Highlights
- China's rare earth price index rose to 283.2 on April 21, 2026—nearly 2.8 times the 2010 baseline—driven by sharp increases in magnet-linked materials like PrNd oxide, terbium, and neodymium, while commodity light rare earths remained flat.
- The market shows clear bifurcation: strategic magnet materials critical for EVs, advanced motors, and defense are tightening and gaining strength, while lower-value light rare earths like cerium and lanthanum stay subdued, signaling concentrated demand in high-performance applications.
- China maintains dominant pricing power over rare earths through state influence and opaque domestic markets, while ex-China pricing offers no transparent alternative—remaining fragmented, thinly traded, and shaped by bilateral contracts under Chinese supply dominance.
China’s rare earth price index rose to 283.2 on April 21, 2026, according to data published by the China Association of Rare Earth Industry. With 2010 set as the base year at 100, the index now stands at nearly 2.8 times that baseline.

The chart shows a market that was relatively range-bound through much of 2024 and early 2025, then turned sharply higher in the second half of 2025, with volatility increasing into early 2026. The broad direction is clear: strategic rare earth prices inside China have strengthened materially.

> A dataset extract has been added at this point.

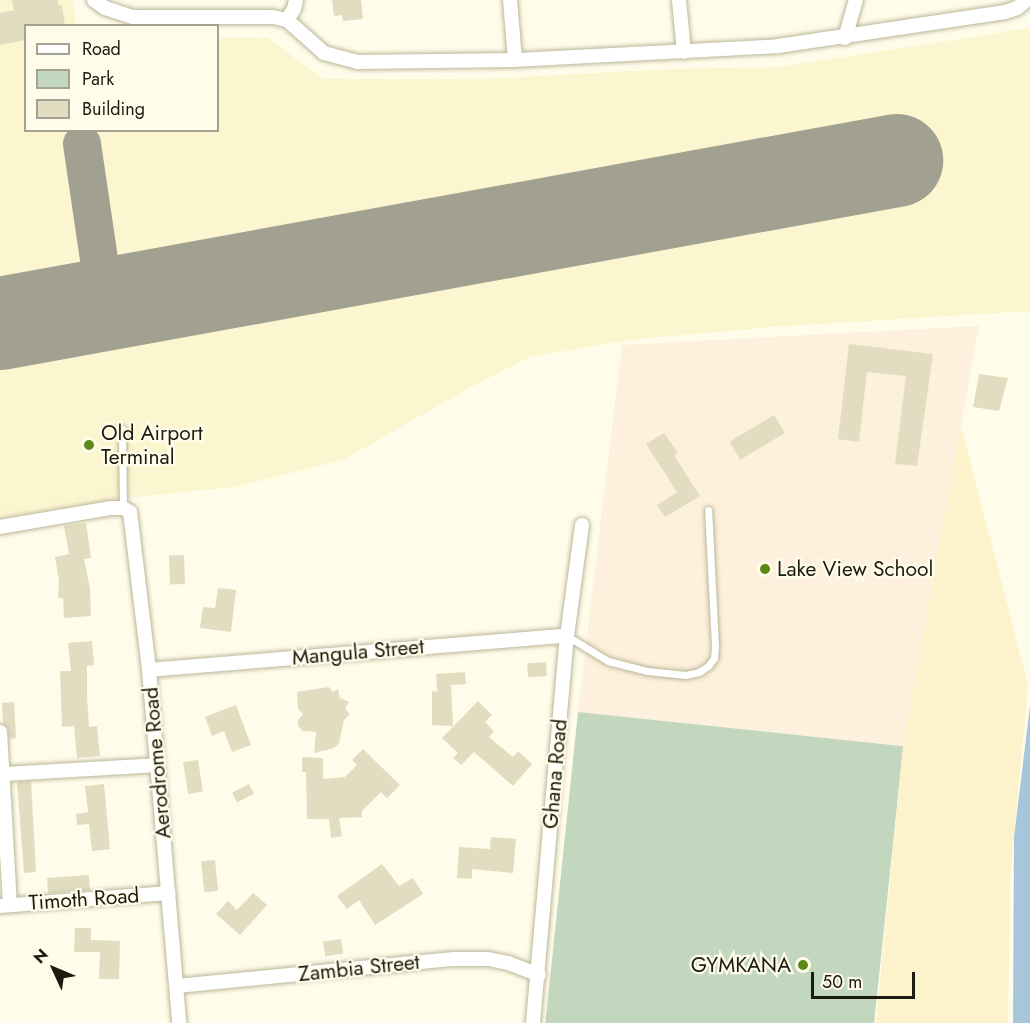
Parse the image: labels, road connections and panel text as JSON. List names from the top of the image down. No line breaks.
{"streets":{"street":["Mangula Street","Aerodrome Road","Ghana Road","Timoth Road","Zambia Street"]},"crossings":[["Mangula Street","Aerodrome Road"],["Mangula Street","Ghana Road"],["Aerodrome Road","Timoth Road"],["Aerodrome Road","Zambia Street"],["Ghana Road","Zambia Street"]],"places":["Old Airport Terminal","Lake View School","GYMKANA"],"legend":["Road","Park","Building"],"scale_bar":"50 m","north":"top left"}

But this should be read with caution. This is not a transparent market-clearing benchmark in the Western sense. The index is calculated from daily transaction averages reported by domestic rare earth enterprises in China, which means it reflects a market shaped by state ownership, industrial policy, licensing controls, and administrative influence.
Magnet Materials Lead the Move
The strongest signals are again coming from magnet-linked materials.
On April 21, the published domestic reference ranges included:
- PrNd oxide at ¥805.3–825.3/kg, or about $111.85–$114.63/kg at roughly 7.2 RMB/USD, and marked up.
- PrNd metal came in at ¥980.2–1000.2/kg, or about $136.14–$138.92/kg, also up.
Dysprosium oxide was listed at ¥1350–1390/kg, or about $187.50–$193.06/kg, and was flat. Terbium oxide stood at ¥854.4–874.4/kg, or about $118.67–$121.44/kg, and was up. Neodymium oxide itself was lower than PrNd oxide, at ¥539.0–559.0/kg, or about $74.86–$77.64/kg, also up.
Meanwhile, lower-value light rare earths remained comparatively subdued. Cerium oxide was flat at ¥4.0–6.0/kg and lanthanum oxide was flat at ¥13.4–15.4/kg, reinforcing the divide between commodity-like light rare earths and strategically important magnet materials.
A Bifurcated Market Is Taking Shape
The table points to a split market. The materials tied most directly to permanent magnets, electrified mobility, advanced motors, and defense applications are firm or rising. Much of the lower-value light rare earth complex is flat.
That pattern matters. It suggests that the strongest pricing momentum remains concentrated in the parts of the rare earth chain that matter most for high-performance magnets and strategic manufacturing, rather than indicating a broad-based industrial upswing across the entire complex.
Holmium also showed strength, with holmium oxide and holmium metal both showing higher levels, while dysprosium remained stable at elevated levels. In practical terms, the heavy rare earth segment remains tight, even as day-to-day price movements are uneven.
What It Means for the West
There is no technical breakthrough in this update. The significance is structural.
China continues to dominate the reference-pricing environment for rare earths, especially for those linked to magnets. That gives Western buyers little real price discovery.
And the so-called ex-China price is not a true, transparent benchmark either. Those markets are often thinly traded, opaque, negotiated through bilateral contracts, and shaped by volume, end-use restrictions, delivery terms, and geopolitical risk premiums. Plus, the terms of these agreements are highly confidential in most cases. Although some agencies pay for access to snippets of deidentified numbers.
So while the domestic Chinese index is not a free-market price, ex-China pricing is not a clean alternative. It is often better understood as fragmented negotiated pricing under Chinese supply dominance.
Bottom Line
China’s April 21 data show a rare earth market that is still tightening where it matters most: PrNd, terbium, dysprosium, and related magnet materials. Light rare earths remain weak by comparison.
The takeaway is not simply that prices are up. It is that strategic pricing power remains centered in China, and the materials gaining strength are those most critical to electric vehicles, advanced motors, and defense supply chains.
Disclaimer: This report is based on pricing data published by the China Association of Rare Earth Industry, drawing on domestic enterprise transaction data. The information originates from a Chinese industry body operating within a state-influenced industrial system and should be independently verified. These prices should not be interpreted as equivalent to transparent global market prices.